結局、金氏としては、経済制裁に対する対応と、体制維持に必要と考える核・ミサイルの開発を両にらみで見ながら政策転換を行い、韓国との関係改善を突破口にして、米国と、さらには中国との首脳会談に進んでいったのだと思われる。
うがちすぎかもしれないが、金氏は韓国に「抱きつき」、さらに米国との首脳会談の日程を作り上げることによって、北朝鮮が”第2のイラク”になることを巧みに回避したのだ。さらに、朝鮮半島の非核化を俎上に載せることで、国際社会での孤立から脱却しようとしているのである。今回の中国訪問もその延長線上にあるとみられ、金氏の外交手腕は並々ならぬものだと言えよう。
利害が一致している中国と北朝鮮
一方、中国にとっても、北朝鮮との関係改善は望むところであった。理由は第1に、朝鮮半島状況の悪化で米国の軍事作戦の脅威が高まると、中国の受ける脅威も増大するからだ。たとえ中国が嫌がっても、配備されている高高度防衛ミサイル(THAAD)は、その第一歩だった。
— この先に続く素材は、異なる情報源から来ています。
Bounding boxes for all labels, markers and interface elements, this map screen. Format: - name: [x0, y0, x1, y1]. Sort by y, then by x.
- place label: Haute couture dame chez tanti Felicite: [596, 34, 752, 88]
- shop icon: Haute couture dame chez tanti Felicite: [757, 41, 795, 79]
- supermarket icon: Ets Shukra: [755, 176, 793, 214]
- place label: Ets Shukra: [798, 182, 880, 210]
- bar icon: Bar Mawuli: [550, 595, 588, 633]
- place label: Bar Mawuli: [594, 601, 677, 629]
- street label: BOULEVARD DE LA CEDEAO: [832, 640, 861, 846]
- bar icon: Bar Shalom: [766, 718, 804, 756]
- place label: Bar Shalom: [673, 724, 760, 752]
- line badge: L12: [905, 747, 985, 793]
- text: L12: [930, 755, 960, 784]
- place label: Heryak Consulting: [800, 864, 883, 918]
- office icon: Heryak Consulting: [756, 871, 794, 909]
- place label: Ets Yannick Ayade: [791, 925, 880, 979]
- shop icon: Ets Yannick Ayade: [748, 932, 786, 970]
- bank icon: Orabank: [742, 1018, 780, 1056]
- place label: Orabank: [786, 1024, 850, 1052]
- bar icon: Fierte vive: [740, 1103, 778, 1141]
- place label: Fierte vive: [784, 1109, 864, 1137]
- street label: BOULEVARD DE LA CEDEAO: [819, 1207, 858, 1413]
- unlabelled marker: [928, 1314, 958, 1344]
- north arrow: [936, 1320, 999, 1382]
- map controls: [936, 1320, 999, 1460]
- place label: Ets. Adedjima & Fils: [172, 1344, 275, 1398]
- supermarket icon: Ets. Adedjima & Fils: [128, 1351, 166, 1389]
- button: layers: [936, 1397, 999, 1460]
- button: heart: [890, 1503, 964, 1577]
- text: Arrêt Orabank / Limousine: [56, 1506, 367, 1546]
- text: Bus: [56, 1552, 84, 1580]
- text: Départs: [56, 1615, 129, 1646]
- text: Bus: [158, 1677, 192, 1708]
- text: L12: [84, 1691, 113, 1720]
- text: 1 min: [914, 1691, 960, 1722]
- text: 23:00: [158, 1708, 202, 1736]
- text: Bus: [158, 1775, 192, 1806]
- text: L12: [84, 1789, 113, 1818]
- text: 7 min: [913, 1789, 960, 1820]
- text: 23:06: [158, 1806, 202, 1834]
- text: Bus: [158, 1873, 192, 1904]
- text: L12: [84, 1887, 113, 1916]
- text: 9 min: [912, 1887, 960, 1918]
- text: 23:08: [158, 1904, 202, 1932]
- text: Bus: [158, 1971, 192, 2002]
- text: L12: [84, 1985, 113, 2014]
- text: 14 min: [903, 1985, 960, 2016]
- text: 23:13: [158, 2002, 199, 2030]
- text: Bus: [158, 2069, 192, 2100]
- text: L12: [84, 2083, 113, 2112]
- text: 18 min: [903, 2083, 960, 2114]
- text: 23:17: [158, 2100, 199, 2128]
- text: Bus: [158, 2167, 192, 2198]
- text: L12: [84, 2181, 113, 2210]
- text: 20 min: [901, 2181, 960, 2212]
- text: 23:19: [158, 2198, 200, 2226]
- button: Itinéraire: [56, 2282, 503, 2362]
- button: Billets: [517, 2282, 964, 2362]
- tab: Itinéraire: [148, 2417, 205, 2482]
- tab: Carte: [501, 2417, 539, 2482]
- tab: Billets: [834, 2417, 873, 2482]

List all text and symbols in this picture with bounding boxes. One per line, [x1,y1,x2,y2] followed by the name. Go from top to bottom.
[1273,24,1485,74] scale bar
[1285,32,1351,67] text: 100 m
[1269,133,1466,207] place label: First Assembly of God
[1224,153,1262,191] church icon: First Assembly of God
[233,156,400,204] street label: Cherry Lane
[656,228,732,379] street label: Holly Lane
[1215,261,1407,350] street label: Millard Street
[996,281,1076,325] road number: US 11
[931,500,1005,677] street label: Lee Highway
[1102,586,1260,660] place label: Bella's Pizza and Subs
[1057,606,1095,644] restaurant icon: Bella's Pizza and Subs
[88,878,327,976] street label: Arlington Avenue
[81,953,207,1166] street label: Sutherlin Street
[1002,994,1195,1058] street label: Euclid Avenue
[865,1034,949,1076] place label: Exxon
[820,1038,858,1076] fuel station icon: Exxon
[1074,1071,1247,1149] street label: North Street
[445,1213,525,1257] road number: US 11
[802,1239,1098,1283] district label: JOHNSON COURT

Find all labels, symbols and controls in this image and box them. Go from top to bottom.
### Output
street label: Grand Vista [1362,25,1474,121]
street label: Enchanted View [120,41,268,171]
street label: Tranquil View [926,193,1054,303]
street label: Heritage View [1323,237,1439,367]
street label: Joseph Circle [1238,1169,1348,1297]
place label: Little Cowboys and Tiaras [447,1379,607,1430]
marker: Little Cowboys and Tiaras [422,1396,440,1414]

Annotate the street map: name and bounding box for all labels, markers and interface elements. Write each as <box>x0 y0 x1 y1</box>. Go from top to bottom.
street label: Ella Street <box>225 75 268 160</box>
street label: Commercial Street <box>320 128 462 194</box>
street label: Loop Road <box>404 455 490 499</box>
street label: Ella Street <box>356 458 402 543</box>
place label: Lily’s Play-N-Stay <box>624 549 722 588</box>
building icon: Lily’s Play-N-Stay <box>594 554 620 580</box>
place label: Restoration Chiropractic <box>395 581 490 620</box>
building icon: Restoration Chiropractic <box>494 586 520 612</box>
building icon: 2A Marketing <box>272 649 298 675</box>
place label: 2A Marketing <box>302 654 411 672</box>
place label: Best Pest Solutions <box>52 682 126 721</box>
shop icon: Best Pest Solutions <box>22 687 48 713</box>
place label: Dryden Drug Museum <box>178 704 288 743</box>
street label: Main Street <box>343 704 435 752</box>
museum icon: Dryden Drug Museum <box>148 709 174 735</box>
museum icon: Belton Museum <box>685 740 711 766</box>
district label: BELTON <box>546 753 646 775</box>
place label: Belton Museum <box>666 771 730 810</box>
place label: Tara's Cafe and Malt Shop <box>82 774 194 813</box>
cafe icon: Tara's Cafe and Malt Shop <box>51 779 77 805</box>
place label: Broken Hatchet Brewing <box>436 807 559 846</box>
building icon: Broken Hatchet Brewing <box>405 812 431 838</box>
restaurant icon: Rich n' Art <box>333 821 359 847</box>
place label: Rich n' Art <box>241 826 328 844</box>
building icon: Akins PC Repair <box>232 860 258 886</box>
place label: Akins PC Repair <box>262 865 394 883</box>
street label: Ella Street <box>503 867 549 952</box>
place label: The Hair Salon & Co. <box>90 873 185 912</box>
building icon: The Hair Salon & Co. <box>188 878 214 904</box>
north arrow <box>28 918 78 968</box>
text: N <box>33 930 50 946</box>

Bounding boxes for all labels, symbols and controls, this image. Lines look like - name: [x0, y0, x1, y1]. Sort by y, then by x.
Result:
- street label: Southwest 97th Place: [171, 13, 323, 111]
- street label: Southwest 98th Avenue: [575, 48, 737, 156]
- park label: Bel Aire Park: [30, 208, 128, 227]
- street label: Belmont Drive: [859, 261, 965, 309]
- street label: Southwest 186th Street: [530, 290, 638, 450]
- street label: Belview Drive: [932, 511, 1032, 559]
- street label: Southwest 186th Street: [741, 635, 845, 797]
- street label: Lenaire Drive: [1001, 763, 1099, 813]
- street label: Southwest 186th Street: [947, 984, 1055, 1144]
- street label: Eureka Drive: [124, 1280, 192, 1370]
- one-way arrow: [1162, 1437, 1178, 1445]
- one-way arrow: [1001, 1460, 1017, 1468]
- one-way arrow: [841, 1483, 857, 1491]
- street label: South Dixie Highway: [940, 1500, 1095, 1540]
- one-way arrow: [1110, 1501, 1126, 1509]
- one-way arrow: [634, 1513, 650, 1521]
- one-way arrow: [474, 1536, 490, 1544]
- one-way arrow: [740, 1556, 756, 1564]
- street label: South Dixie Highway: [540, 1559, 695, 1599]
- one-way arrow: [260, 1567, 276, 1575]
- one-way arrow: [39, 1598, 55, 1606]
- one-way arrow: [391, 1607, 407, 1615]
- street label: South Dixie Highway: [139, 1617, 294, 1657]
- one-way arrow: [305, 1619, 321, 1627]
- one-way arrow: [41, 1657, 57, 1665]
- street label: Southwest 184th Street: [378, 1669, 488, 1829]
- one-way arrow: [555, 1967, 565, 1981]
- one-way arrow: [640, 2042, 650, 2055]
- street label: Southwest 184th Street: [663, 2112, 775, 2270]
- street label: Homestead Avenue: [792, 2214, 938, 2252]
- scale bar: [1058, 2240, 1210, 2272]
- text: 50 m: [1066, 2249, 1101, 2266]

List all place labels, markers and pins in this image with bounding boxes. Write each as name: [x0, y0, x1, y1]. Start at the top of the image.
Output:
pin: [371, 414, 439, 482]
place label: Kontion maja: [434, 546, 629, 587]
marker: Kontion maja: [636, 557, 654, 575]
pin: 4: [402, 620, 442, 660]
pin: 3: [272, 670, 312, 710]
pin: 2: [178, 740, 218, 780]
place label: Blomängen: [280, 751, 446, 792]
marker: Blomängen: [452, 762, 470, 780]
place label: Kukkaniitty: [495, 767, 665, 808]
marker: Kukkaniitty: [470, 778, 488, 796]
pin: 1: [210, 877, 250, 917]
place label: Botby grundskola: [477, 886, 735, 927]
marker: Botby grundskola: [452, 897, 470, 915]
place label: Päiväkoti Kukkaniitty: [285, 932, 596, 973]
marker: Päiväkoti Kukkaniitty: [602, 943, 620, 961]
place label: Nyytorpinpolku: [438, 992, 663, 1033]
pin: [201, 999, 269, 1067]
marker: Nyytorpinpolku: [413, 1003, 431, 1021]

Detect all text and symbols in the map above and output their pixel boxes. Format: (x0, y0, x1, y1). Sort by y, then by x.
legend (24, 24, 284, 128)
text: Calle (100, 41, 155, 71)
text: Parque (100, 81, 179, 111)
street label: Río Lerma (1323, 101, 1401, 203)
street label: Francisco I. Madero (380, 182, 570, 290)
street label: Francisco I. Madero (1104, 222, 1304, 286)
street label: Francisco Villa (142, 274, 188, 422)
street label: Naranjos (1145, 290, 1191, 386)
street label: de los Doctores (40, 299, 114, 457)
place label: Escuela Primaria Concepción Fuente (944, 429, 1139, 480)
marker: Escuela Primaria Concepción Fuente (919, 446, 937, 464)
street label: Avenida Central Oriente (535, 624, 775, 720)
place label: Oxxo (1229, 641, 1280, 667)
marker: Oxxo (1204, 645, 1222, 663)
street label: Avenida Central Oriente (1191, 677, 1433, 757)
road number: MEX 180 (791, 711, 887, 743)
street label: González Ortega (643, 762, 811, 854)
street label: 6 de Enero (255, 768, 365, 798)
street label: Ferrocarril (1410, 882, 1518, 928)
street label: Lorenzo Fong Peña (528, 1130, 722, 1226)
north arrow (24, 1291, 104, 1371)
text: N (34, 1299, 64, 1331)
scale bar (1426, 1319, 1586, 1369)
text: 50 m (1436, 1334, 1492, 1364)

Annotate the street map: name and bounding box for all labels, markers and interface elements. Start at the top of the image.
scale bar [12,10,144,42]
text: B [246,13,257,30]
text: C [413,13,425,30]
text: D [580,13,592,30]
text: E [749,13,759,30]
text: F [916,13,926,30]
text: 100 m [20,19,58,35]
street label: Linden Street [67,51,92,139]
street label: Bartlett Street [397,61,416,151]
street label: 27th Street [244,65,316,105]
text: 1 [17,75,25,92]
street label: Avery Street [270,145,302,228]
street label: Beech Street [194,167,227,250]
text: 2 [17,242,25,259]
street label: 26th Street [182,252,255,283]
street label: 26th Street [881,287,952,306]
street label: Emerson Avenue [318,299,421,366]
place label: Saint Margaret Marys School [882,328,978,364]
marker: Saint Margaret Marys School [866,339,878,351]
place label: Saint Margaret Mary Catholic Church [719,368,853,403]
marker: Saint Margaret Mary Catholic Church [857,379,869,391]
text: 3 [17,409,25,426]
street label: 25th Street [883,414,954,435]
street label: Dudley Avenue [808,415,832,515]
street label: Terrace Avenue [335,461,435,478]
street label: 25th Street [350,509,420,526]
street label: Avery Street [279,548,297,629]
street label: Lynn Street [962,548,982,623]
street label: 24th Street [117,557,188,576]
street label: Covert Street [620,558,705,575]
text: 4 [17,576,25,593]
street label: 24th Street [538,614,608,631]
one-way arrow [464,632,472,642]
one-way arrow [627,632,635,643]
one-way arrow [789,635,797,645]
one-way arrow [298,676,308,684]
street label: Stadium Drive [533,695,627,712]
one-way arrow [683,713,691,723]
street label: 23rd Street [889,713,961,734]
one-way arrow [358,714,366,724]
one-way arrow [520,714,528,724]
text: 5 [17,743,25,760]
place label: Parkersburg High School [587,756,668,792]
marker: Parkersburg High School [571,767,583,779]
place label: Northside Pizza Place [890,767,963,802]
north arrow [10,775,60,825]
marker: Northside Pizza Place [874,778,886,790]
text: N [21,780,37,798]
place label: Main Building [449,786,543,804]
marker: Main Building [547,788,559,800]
また北朝鮮で軍事衝突が起こると、中国の東北部が被害を受けるという事情もある。
第2に経済面では、制裁の強化によって、すでに北朝鮮と取引する中国企業にも悪影響が及んでいることが挙げられる。
第3に、中韓の関係改善には限界があることがはっきりしてきた一方で、中国と北朝鮮は党の関係、すなわち、中国共産党と朝鮮労働党との関係で深く結ばれており、その関係を壊してはいけないという考えが強くなったためである。
そして第4に、非核化に努めると金氏が明言しているのは、中国としても二重の意味で歓迎できることだ。そもそも中国は、朝鮮半島の非核化を支持しており、かつ金氏が目指しているのは、中国がかねてから主張してきた話し合いによる解決にほかならない。
5月に行われるとされる米朝首脳会談で、決定的に重要なのは、「北朝鮮の非核化」にどこまで焦点を絞れるか、またどこまで具体的に合意できるかである。これまでの歴史を振り返ると、「朝鮮半島の非核化」要求や、米朝双方が非核化に向けて進む際の「行動対行動の原則」、つまり、相手が一歩進めばこちらも一歩進むやり方などが、持ち出される傾向がある。首脳会談で扱う問題が複雑になればなるほど合意は困難となろう。
中朝首脳会談で見せた金氏の姿勢軟化が、米朝の話し合いにどんな影響を及ぼすのか。トランプ氏と金氏は、数々の困難をうまくさばき、「北朝鮮の非核化」について明確な合意に達することが求められる。